Assignment :: Transcribe each record exactly. Omit the pictures.

====

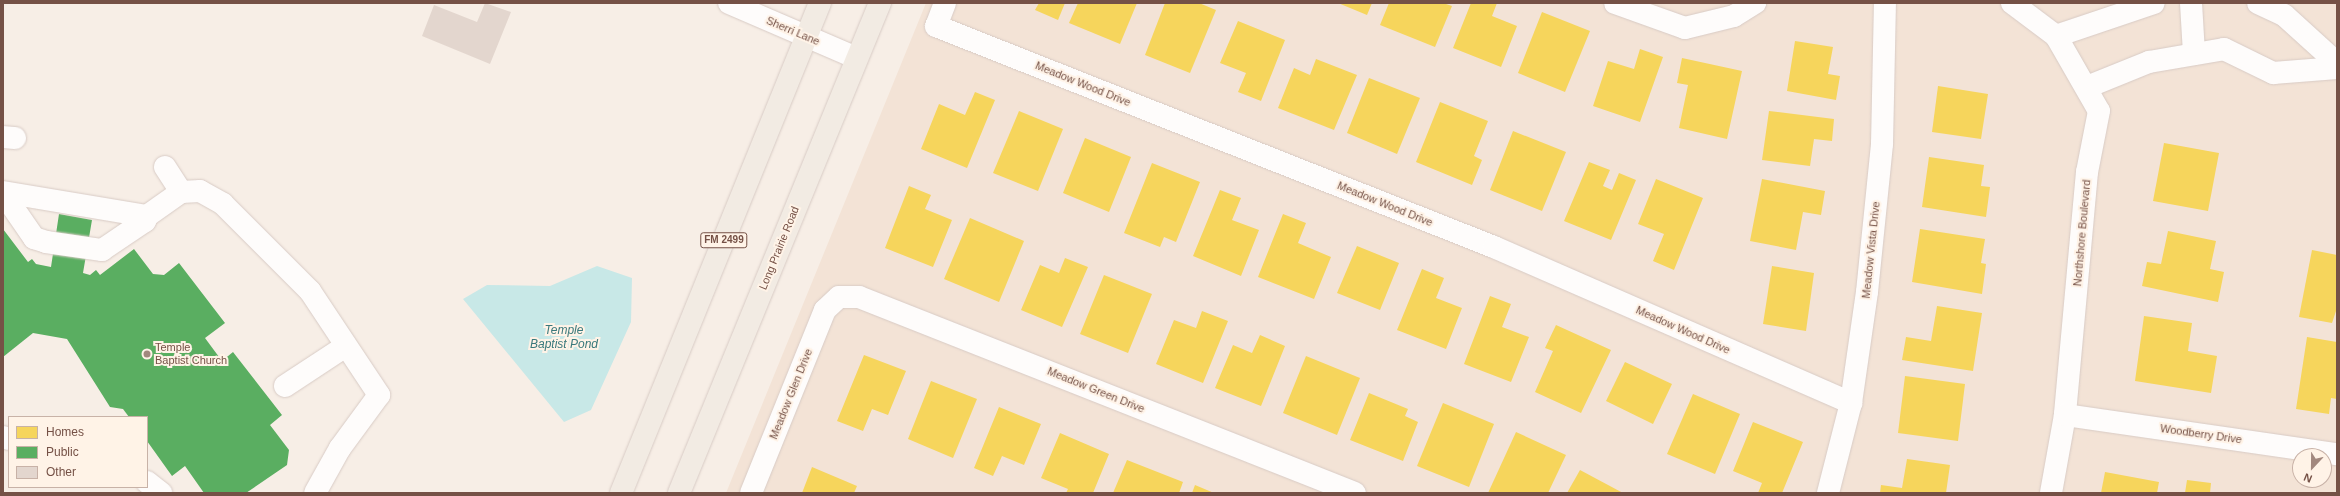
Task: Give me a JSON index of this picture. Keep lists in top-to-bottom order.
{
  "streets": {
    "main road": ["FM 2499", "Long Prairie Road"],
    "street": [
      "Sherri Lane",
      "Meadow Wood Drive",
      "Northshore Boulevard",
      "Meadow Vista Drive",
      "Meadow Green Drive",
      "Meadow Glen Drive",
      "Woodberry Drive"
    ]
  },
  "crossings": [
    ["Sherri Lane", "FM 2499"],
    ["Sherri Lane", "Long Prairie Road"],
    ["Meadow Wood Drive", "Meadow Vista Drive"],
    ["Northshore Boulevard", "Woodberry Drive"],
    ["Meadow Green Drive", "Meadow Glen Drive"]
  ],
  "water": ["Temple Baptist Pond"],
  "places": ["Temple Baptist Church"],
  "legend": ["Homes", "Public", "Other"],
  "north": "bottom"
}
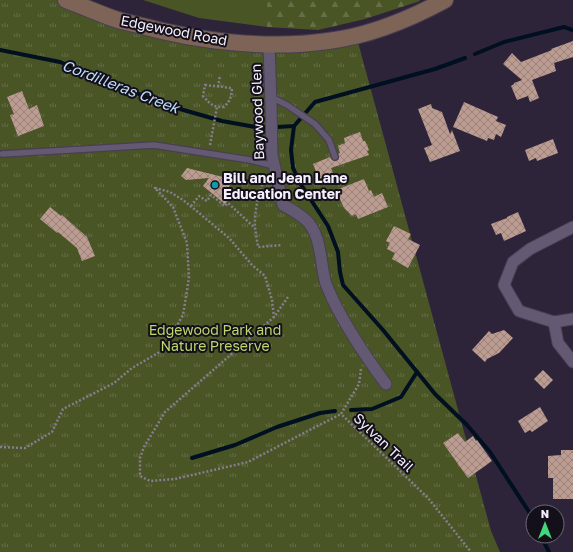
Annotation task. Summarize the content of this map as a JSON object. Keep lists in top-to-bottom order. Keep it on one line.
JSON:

====

Answer below ::
Task: Give me a JSON index of this picture. Keep lists in top-to-bottom order.
{
  "streets": {
    "main road": ["FM 2499", "Long Prairie Road"],
    "street": [
      "Sherri Lane",
      "Meadow Wood Drive",
      "Northshore Boulevard",
      "Meadow Vista Drive",
      "Meadow Green Drive",
      "Meadow Glen Drive",
      "Woodberry Drive"
    ]
  },
  "crossings": [
    ["Sherri Lane", "FM 2499"],
    ["Sherri Lane", "Long Prairie Road"],
    ["Meadow Wood Drive", "Meadow Vista Drive"],
    ["Northshore Boulevard", "Woodberry Drive"],
    ["Meadow Green Drive", "Meadow Glen Drive"]
  ],
  "water": ["Temple Baptist Pond"],
  "places": ["Temple Baptist Church"],
  "legend": ["Homes", "Public", "Other"],
  "north": "bottom"
}
Annotation task. Summarize the content of this map as a JSON object. Keep lists in top-to-bottom order. Keep it on one line.
JSON:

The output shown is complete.